Question

Two uniform rods of equal length but different masses are rigidly joined to form an L – shaped body, which is then pivoted as shown. If in equilibrium the body is in the shown configuration, ratio $\dfrac{M}{m} $ will be:

(A) $2 $
(B) $3 $
(C) $\sqrt 2 $
(D) $\sqrt 3 $

Answer 1

Hint A body attains equilibrium only when the force acting on the body along the x-axis and along the y-axis are balanced and the torque acting on the body is balanced i.e. clockwise torque is equal to the anti-clockwise torque acting on the body.

Formula used:
 $\overrightarrow \tau = \overrightarrow r \times \overrightarrow F $
Where $\overrightarrow \tau $ is the torque vector, $\overrightarrow r $ is the distance vector joining the axis of rotation and force vector, $\overrightarrow F $ is the force vector.

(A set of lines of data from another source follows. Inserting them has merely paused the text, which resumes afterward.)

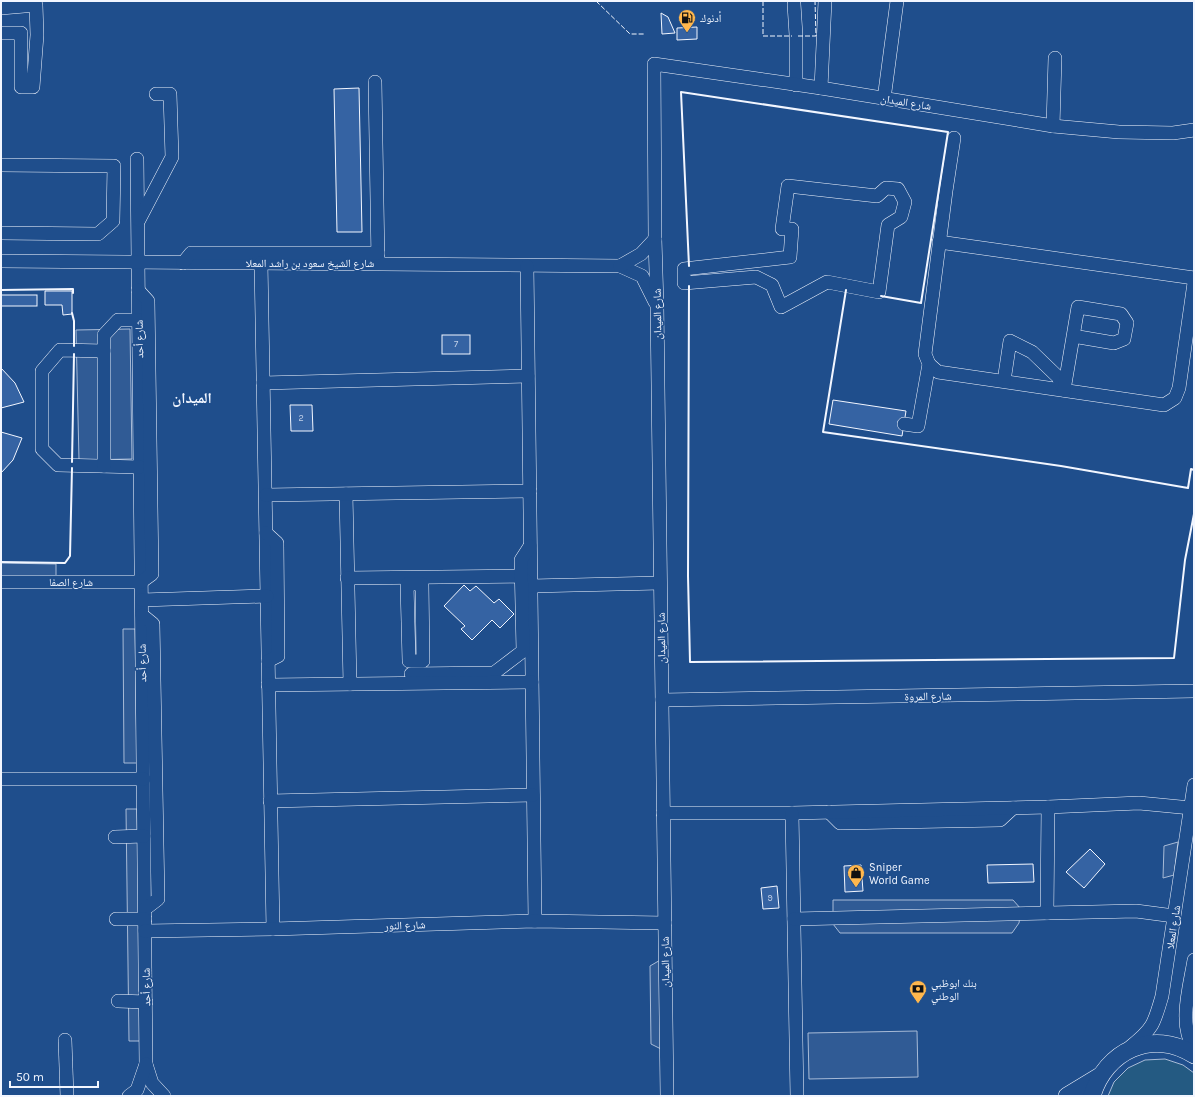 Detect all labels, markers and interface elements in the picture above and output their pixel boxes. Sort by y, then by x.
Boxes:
fuel station icon: أدنوك [677,8,697,33]
place label: أدنوك [700,11,721,25]
street label: شارع الميدان [880,92,932,113]
street label: شارع الشيخ سعود بن راشد المعلا [246,257,374,270]
street label: شارع الميدان [651,288,664,340]
street label: شارع أحد [132,320,146,358]
house number: 7 [454,339,459,349]
district label: الميدان [172,389,212,407]
house number: 2 [298,413,304,423]
street label: شارع الصفا [49,576,93,589]
street label: شارع الميدان [655,612,668,664]
street label: شارع أحد [135,644,149,682]
street label: شارع المروة [904,690,952,703]
place label: Sniper World Game [869,861,930,887]
shop icon: Sniper World Game [846,863,866,888]
house number: 9 [767,893,773,903]
street label: شارع المعلا [1164,904,1183,950]
street label: شارع النور [383,918,426,933]
street label: شارع الميدان [659,936,672,988]
street label: شارع أحد [139,968,153,1006]
place label: بنك ابوظبي الوطني [931,977,977,1005]
bank icon: بنك ابوظبي الوطني [908,979,928,1004]
scale bar [10,1063,98,1089]
text: 50 m [16,1070,44,1084]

Complete step-by-step answer

We know that,
A body attains equilibrium only when the force acting on the body along the x-axis and along the y-axis are balanced and torque acting on the body is balanced i.e. clockwise torque is equal to the anti-clockwise torque acting on the body.
From looking at the figure we can say that the force acting along the x-axis and the y-axis are balanced by the hinge force and gravitational force.
It is given that the body has attained equilibrium thus,
Clockwise torque will be equal to the anticlockwise torque.
By looking at the figure and using the formula,
  $\overrightarrow \tau = \overrightarrow r \times \overrightarrow F $
Where $\overrightarrow \tau $ is the torque vector, $\overrightarrow r $ is the distance vector joining the axis of rotation and force vector, $\overrightarrow F $ is the force vector.
As it is given that both the rods are of equal length and the gravitational force acting on a body can be considered acting on a single point which is the center of mass as both the rods are uniform their geometrical center is the same as the center of mass.
The clockwise torque is,
 ${\tau _{clockwise}} = Mg \times \dfrac{l}{2} \times \sin (30^\circ ) $
The anti-clock wise torque is,
 ${\tau _{anticlockwise}} = mg \times \dfrac{l}{2} \times \sin (60^\circ ) $
As
 $ \Rightarrow {\tau _{clockwise}} = {\tau _{anticlockwise}} $
Hence
\[ \Rightarrow Mg \times \dfrac{l}{2} \times \sin (30^\circ ) = mg \times \dfrac{l}{2} \times \sin (60^\circ )\]
From looking at the figure we have substituted the value of angle between the force and length.
 $M \times \dfrac{1}{2} = m \times \dfrac{{\sqrt 3 }}{2} $
 $ \Rightarrow \dfrac{M}{m} = \sqrt 3 $

Therefore the correct answer to the above question is (D) $\sqrt 3 $.

Note
If we make the free body diagram of the two rods then we will see that there is no other force acting on them except gravitational and hinge force so then obviously these two will balance each other out as the system in the figure is in equilibrium. As we considered the axis about which they rotate as the hinge hence while calculating the torque so the torque due to hinge force became zero.